Also what a disturbing message to send out that women are only valuable for their breeding potential.

B xxx


----------



## CrazyHorse (May 8, 2014)

If societies want educated women who have access to birth control to have more children and to have them younger, those societies need to work towards feminist goals of adequate maternity and paternity leave, genuine equal sharing of housework and childcare/eldercare responsibilities between men and women (won't see that in my lifetime, but let's dream big here), equal pay for women and men doing jobs requiring comparable levels of skill, and affordable high-quality childcare. Without those things in place, of course large numbers of women will delay childbearing until they have achieved key career and financial goals, and may well eschew childbearing altogether either by choice or by finding themselves with no choice. There's no big mystery here, and it's at best disingenuous when policymakers act like there is. Women still bear the vast majority of the load that comes with having children and dealing with aging parents, and are now expected to all be capable of self-supporting financially by throwing a career on top of that.
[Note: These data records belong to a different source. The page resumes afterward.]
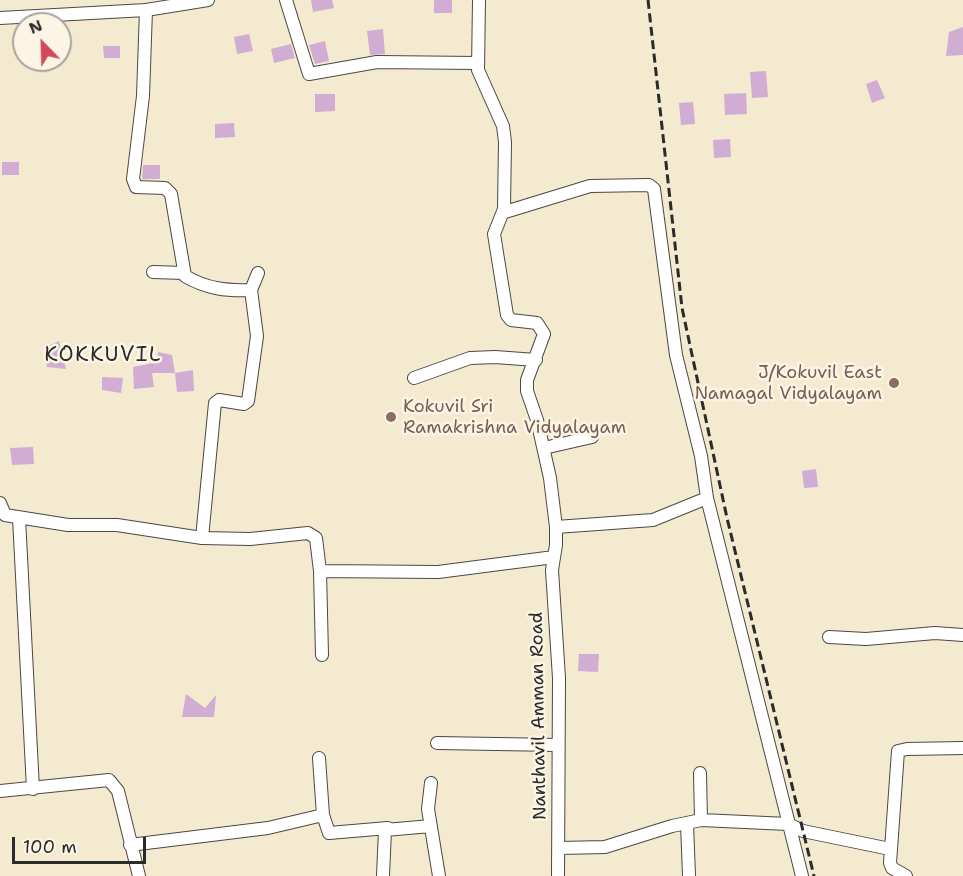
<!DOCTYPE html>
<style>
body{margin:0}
#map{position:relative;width:963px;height:876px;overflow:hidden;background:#f3ead0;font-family:"Shantell Sans",sans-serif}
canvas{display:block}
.north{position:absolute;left:12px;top:12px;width:60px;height:60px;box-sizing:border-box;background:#fcf5e5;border:2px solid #a8a49b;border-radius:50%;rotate:337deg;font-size:16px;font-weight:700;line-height:24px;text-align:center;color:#2b2b2b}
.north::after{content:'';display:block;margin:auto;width:21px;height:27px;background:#d1495b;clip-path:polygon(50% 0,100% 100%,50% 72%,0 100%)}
.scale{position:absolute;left:12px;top:837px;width:134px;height:27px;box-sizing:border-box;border:3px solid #2b2b2b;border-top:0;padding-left:8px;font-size:18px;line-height:21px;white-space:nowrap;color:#2b2b2b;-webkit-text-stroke:4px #fcf5e5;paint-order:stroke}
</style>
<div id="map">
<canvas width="963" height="876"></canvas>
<div class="north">N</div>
<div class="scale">100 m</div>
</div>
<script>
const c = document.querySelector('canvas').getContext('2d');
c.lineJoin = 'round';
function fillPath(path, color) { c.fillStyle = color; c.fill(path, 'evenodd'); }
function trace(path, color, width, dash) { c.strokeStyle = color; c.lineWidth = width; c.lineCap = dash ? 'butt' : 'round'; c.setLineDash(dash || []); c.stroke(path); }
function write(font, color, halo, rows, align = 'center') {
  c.font = font + ' "Shantell Sans",sans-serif'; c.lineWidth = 5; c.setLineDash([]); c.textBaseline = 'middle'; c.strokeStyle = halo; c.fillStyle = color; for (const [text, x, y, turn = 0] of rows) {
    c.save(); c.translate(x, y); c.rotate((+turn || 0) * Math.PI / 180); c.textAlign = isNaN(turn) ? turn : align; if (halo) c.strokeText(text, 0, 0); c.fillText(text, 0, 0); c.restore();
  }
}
fillPath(new Path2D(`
 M311,0H332L334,8L313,12Z
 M434,0H452V13H434Z
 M963,27V55L946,56L949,32Z
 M383,29L385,54L370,55L367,31Z
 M249,34L253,51L237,54L234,37Z
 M325,41L329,61L315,64L309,45Z
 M291,44L295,58L274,63L271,49Z
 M103,46H120V58H104Z
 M766,71L768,97L752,98L750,72Z
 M877,80L885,98L872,103L866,84Z
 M746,93L747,114L725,115L724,94Z
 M315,94H335V111L315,112Z
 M693,102L695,124L681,125L679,103Z
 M234,123L235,137L215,138V124Z
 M730,139L731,157L714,158L713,140Z
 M2,162H19V175H2Z
 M143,165H160V179H142Z
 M59,341L66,369L47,367L46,347Z
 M158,352L172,355L175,373H152L154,387L134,389L133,367L157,362Z
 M193,370L194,391L177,392L175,373Z
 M102,377L123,378L121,393L102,390Z
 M33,447L34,464L12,465L10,448Z
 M816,469L818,487L804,488L802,471Z
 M579,654H599L598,672L578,671Z
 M186,694L205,708L216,695L214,717H182Z`), '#d2add3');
const minor = new Path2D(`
 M208,0L146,10L143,96L133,179L136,187L165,188L171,194L185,276C207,289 227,291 251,290
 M286,0L309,74L377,62L477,63
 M479,0L478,70L503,126L505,142L504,209L494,234L507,315L511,320L537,323L544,334L527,380V391L537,420L550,478L556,527V545L552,570L559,678L558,876
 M0,18L146,10
 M504,209L505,212L590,186L649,185L654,189L676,355L701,456L707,498L802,876
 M153,272L184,273
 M414,378L470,358L495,357L536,360
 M544,448L592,437
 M0,503L5,515L68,525H117L202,538L250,539L308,533L316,538L320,571L438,572L554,557
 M19,518L33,789
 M556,527L653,520L707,498
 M202,538L215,403L219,400L244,404L248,401L257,336L251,290L258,273
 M320,571L322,655
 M829,637L866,639L935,633L963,635
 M437,743L557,745
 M319,758L323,815
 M700,773L701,820
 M431,783L428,809L439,876
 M0,791L109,780L118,791L139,876
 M687,823L689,876
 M130,845L268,828L323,815L329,833L388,828
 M559,848L605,847L672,826L701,820L788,824L803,831L890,849
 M383,876L385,830L431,826
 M906,876L892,868L890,863L898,751L907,749L963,748`);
trace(minor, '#494844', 14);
trace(minor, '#fff', 12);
trace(new Path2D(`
 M648,0L682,308L727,518L814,876`), '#2b2b2b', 3, [9, 4.5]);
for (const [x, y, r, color] of [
 [894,383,6,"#8d6e63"],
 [391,417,6,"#8d6e63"]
]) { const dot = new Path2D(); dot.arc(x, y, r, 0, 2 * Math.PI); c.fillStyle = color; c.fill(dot); trace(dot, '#fcf5e5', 2); }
write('18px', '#785e54', '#fcf5e5', [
 ["J/Kokuvil East",882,373],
 ["Namagal Vidyalayam",882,394],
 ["Kokuvil Sri",403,407,"left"],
 ["Ramakrishna Vidyalayam",403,428,"left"]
], 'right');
write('18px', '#2b2b2b', '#fcf5e5', [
 ["Nanthavil Amman Road",539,716,-91]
]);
c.letterSpacing = '1.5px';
write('21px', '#2b2b2b', '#fcf5e5', [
 ["KOKKUVIL",103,356]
]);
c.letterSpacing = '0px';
</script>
Expecting them to then all have children in their 20s without regard for their own self-interest is madness.


----------



## miamiamo (Aug 9, 2015)

It is one of my favourite situation, when somebody (politicians) decides what you should do with your own body and life. One should remember there are various life situations, aspirations, life philosophy etc. Somebody wants to have a child, smb wants to have 3 or 4, or smb wants to graduate first and, then have a child.  Why nobody decides what, when a man should do with his sperm? I think that procedures should be wildly available and a woman should decide by her own what and when use it or not.


----------